▸ Exercise directions: From the listing below, pull out the lines that hold "sans".

▸ Dataset records:
──────
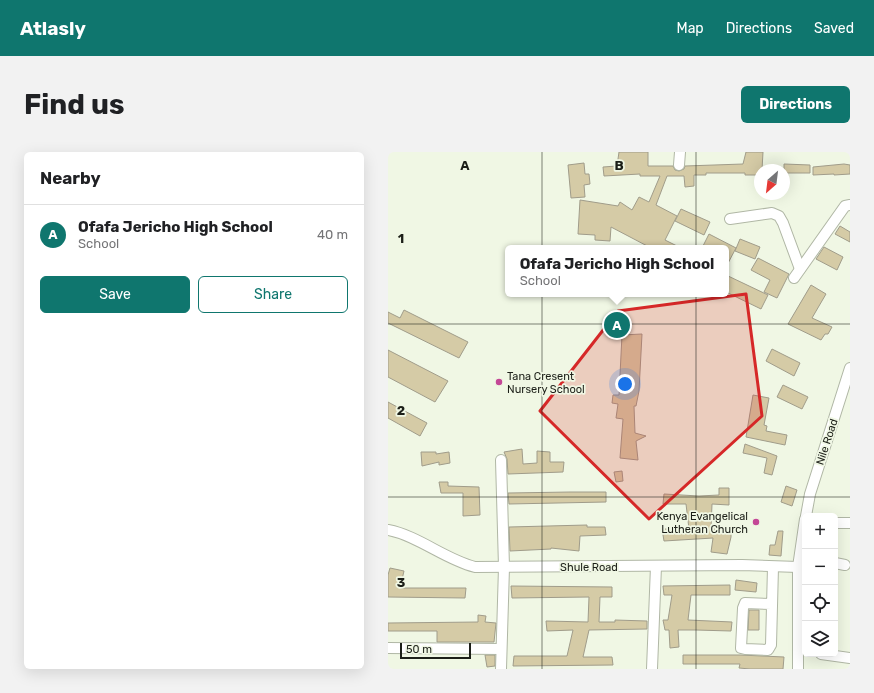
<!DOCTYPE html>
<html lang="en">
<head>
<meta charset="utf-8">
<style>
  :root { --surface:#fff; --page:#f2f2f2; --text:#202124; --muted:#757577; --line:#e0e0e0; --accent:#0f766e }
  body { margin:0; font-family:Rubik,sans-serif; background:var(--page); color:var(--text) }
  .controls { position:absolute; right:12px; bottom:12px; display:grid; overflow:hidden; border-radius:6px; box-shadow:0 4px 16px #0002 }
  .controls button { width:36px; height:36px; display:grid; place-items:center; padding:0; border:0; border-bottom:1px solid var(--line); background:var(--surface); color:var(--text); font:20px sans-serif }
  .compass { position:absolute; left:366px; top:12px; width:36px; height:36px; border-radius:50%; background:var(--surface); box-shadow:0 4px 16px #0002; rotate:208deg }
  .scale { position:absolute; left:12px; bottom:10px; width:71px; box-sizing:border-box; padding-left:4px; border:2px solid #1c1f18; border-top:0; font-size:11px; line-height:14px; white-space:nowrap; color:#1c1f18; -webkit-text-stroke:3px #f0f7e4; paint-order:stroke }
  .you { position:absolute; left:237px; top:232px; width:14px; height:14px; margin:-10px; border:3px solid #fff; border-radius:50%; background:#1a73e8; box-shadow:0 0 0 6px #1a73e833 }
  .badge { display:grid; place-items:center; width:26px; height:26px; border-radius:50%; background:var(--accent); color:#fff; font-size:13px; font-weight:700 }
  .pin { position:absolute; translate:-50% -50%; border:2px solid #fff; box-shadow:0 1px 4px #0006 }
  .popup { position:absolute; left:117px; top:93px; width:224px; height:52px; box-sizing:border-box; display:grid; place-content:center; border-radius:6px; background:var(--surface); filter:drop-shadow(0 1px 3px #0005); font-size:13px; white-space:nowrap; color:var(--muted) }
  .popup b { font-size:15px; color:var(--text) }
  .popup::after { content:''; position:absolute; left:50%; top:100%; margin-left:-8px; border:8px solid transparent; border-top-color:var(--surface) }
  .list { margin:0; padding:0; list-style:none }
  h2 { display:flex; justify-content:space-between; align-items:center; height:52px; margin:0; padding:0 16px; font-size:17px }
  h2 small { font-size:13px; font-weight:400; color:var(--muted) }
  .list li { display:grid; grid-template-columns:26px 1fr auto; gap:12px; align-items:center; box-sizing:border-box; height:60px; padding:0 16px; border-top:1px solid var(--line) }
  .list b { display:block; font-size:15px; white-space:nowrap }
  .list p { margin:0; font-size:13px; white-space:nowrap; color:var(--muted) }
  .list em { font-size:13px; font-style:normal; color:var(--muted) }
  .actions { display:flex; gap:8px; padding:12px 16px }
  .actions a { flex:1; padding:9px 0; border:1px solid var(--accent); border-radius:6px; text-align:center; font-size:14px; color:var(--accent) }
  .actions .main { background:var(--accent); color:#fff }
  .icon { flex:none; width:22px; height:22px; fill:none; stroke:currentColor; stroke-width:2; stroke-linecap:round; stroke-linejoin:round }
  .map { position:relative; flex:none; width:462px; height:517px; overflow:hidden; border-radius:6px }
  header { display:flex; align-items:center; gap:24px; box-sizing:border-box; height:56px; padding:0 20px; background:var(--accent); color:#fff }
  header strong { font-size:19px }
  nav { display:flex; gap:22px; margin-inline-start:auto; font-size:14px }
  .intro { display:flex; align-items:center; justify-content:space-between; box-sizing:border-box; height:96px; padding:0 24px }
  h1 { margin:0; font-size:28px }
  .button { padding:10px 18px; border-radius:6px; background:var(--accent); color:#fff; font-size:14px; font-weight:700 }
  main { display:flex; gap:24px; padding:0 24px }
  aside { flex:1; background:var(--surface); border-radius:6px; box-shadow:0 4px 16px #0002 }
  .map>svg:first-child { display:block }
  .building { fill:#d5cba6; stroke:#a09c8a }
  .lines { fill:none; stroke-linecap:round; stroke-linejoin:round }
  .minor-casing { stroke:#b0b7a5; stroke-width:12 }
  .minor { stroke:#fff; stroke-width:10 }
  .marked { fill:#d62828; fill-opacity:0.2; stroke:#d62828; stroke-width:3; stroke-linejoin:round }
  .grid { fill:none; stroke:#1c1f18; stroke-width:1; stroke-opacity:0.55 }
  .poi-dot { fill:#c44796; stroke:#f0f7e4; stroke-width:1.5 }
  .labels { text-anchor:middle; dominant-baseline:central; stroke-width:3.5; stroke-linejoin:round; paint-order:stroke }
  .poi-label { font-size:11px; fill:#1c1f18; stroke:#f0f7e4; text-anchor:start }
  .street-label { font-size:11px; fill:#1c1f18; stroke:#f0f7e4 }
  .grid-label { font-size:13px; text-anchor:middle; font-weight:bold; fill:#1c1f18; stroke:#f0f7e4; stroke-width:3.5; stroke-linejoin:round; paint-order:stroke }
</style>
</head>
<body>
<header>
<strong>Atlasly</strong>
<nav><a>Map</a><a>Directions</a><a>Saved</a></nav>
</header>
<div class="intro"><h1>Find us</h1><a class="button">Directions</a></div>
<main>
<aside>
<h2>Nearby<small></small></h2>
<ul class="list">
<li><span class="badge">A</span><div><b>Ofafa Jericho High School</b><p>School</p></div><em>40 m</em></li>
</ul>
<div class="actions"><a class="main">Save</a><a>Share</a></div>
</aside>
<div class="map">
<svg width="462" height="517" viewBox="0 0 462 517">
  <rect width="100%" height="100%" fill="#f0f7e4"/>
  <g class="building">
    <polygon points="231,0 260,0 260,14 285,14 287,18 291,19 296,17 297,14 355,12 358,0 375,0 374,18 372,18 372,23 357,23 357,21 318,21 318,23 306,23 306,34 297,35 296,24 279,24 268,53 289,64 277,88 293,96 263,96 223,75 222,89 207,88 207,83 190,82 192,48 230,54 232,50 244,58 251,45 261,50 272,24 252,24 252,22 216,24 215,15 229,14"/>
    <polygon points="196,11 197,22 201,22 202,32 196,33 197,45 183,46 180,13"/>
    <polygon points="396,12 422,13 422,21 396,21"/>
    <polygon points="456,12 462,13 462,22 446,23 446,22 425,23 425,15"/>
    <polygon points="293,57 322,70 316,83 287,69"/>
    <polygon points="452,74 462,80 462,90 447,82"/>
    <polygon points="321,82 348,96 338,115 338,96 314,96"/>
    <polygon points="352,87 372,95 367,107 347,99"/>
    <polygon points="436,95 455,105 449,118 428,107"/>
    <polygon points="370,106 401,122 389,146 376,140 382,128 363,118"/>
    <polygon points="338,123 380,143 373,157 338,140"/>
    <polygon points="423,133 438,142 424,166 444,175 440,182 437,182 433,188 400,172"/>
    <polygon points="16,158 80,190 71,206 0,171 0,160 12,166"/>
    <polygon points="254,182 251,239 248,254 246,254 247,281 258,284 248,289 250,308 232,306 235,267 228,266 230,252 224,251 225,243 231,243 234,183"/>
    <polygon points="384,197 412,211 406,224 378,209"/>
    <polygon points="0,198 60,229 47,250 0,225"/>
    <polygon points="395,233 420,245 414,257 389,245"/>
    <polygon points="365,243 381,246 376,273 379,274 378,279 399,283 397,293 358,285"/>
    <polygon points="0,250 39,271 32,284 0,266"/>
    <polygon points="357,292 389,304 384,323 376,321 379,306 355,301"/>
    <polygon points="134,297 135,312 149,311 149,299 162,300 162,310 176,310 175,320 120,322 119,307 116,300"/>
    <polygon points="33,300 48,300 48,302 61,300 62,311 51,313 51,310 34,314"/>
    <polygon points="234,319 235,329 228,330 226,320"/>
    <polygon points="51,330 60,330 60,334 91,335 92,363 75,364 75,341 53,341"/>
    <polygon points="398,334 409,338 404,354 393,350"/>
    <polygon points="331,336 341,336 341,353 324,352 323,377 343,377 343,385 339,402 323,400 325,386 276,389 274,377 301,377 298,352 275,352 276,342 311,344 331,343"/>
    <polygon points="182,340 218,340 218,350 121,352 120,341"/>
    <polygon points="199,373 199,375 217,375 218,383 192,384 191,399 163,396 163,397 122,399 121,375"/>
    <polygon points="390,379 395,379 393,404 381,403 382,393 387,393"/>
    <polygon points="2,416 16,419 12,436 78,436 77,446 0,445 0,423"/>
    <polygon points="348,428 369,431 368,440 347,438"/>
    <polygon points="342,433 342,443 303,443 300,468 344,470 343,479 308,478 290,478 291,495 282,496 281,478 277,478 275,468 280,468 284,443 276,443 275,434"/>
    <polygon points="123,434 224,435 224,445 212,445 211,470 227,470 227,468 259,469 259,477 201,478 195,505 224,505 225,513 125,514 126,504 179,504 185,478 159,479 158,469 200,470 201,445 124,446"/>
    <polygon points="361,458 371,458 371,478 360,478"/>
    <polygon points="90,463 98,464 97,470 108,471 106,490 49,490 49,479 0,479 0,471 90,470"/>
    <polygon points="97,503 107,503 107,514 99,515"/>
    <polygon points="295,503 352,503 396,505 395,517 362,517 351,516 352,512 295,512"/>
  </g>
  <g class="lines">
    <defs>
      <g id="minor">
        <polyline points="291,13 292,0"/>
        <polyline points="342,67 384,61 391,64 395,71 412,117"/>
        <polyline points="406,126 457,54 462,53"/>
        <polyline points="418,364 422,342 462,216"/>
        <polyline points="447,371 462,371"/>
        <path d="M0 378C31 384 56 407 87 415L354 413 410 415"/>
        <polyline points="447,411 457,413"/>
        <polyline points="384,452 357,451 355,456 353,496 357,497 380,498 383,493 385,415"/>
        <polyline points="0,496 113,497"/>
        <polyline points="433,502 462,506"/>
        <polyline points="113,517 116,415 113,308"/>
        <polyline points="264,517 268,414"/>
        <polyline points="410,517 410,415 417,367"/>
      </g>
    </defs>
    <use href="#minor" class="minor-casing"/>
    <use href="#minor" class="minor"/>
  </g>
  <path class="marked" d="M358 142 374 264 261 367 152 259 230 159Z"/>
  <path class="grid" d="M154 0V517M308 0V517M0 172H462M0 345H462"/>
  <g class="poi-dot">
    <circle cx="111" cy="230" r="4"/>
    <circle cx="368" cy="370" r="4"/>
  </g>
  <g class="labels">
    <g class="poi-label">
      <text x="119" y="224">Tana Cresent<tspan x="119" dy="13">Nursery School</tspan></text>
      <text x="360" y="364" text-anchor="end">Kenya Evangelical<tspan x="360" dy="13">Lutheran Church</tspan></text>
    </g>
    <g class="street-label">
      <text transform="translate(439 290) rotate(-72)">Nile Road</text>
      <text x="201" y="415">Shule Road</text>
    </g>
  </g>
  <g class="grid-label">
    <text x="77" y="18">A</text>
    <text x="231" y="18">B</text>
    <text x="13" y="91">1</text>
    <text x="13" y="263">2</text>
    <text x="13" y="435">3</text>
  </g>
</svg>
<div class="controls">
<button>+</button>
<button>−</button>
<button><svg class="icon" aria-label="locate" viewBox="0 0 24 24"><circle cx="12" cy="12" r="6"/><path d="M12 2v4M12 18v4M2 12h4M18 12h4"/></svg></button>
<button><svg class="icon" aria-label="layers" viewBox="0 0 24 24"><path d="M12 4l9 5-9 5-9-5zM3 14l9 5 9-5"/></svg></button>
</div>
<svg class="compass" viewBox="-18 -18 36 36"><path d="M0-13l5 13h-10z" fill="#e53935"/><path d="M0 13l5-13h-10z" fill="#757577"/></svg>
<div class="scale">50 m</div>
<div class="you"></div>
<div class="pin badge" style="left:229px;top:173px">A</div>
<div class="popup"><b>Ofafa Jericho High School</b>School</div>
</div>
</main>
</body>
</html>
──────
▸ Solution for this problem:
  body { margin:0; font-family:Rubik,sans-serif; background:var(--page); color:var(--text) }
  .controls button { width:36px; height:36px; display:grid; place-items:center; padding:0; border:0; border-bottom:1px solid var(--line); background:var(--surface); color:var(--text); font:20px sans-serif }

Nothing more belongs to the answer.